Many of the a->x, b->y changes are redundant IMHO, but they do not hurt.
This looks good.

> diff --git a/userdiff.c b/userdiff.c
> index 8578cb0d12..bb701100c6 100644
> --- a/userdiff.c
> +++ b/userdiff.c
> @@ -168,6 +168,16 @@ PATTERNS("java",
>  	 "|[-+0-9.e]+[fFlL]?|0[xXbB]?[0-9a-fA-F]+[lL]?"
>  	 "|[-+*/<>%&^|=!]="
>  	 "|--|\\+\\+|<<=?|>>>?=?|&&|\\|\\|"),
> +PATTERNS("kotlin",
> +	 "^[ \t]*(([a-z]+[ \t]+)*(fun|class|interface)[ \t]+.*)$",
> +	 /* -- */
> +	 "[_]?[a-zA-Z][a-zA-Z0-9_]*"
> +	 /* hexadecimal and binary numbers */
> +	 "|0[xXbB][0-9a-fA-F_]+[lLuU]*"
> +	 /* integers and floats */
> +	 "|[0-9._]+([Ee][-+]?[0-9]+)?[fFlLuU]*"
> +	 /* unary and binary operators */
> +	 "|[-+*/<>%&^|=!]?=(=)?|--|\\+\\+|<<?=?|>>?=?|&&?|[|]?\\||\\|->\\*?|\\.\\*"),

Some of these sub-expressions match single-character operators, but that
does not hurt.

How many tokens will the word-regex find in the expression X.e+200UL?
.e+200UL is a single token. Also, X.Find consists of the three tokens X
.F ind.

It's most easily fixed by requiring a digit before the fullstop. But if
floatingpoint numbers can begin with a fullstop, then we need a second
expression that requires a digit after a leading fullstop.

>  PATTERNS("markdown",
>  	 "^ {0,3}#{1,6}[ \t].*",
>  	 /* -- */

-- Hannes
Jaydeep Das March 3, 2022, 11:41 a.m. UTC | #2
How about modifying the number match regex to:

`[0-9._]+([Ee][-+]?[0-9]+)?[fFlLuU]*[^a-zA-Z]` ?

The `[^a-zA-Z]` in the end would make sure to not match
the `.F` in `X.Find`.

Additionally, we can add another regex for matching just
the method calls:

`[.][a-zA-Z()0-9]+`

Both of these changes would make word_regex match 2 tokens in
X.Find() : X and .Find() (Here X can be any valid identifier name)


> How many tokens will the word-regex find in the expression X.e+200UL?
> .e+200UL is a single token. > It's most easily fixed by requiring a digit before the fullstop.

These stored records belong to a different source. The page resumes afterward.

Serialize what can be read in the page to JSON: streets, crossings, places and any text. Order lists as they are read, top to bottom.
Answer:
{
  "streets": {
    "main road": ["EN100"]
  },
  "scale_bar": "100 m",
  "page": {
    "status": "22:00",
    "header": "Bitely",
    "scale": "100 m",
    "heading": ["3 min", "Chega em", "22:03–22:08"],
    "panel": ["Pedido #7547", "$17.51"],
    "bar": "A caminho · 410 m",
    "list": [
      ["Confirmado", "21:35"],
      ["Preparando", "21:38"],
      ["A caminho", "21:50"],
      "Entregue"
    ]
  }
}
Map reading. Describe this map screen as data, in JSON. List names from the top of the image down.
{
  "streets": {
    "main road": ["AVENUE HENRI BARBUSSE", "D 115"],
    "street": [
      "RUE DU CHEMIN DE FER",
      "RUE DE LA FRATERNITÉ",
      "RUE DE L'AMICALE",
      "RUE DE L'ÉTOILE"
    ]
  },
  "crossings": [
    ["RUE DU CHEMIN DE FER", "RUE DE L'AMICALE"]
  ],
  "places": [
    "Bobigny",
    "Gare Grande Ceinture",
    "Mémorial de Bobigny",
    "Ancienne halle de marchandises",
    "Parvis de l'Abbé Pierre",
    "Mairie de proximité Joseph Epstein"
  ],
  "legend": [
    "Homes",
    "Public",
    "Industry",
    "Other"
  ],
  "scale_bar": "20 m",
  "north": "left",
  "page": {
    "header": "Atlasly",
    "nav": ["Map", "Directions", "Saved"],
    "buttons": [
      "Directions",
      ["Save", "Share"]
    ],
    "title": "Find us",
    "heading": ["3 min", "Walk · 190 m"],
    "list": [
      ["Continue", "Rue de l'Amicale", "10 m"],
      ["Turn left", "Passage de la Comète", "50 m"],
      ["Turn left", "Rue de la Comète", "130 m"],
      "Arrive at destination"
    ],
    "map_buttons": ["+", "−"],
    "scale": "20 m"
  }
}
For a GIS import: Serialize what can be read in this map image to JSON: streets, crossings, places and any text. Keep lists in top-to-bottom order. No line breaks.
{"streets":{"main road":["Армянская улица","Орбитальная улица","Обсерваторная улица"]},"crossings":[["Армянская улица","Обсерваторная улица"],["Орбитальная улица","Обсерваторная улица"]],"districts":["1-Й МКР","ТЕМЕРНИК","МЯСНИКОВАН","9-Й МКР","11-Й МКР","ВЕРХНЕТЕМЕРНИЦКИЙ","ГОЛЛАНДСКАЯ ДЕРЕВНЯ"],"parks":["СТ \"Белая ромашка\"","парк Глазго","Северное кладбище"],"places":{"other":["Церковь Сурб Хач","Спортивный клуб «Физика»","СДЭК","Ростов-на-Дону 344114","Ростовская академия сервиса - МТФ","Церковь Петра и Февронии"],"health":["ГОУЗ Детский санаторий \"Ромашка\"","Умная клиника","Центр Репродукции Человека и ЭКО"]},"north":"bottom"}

But if
> floatingpoint numbers can begin with a fullstop, then we need a second
> expression that requires a digit after a leading fullstop.

But that syntax would be wrong. I tried making a condition like you said,
but it always ended up breaking something else(like breaking 2.e+200UL into 2, .e, + and 200UL)

Also, I realized I did a bit of mistake in the identifier regex.
Both _abc and __abc are valid identifiers. _3432, __3232 are valid identifiers too.(not numbers)

The previous regex matched only one `_`, so in the next patch,
I plan to implement the following regex:

Identifier: `([_]*[a-zA-Z]|[_]+[0-9]+)[a-zA-Z0-9_]*`

Numbers: `[0-9_.]+([Ee][-+]?[0-9]+)?[fFlLuU]*[^a-zA-Z]`
(It makes sure that in X.Find, .F is not matched )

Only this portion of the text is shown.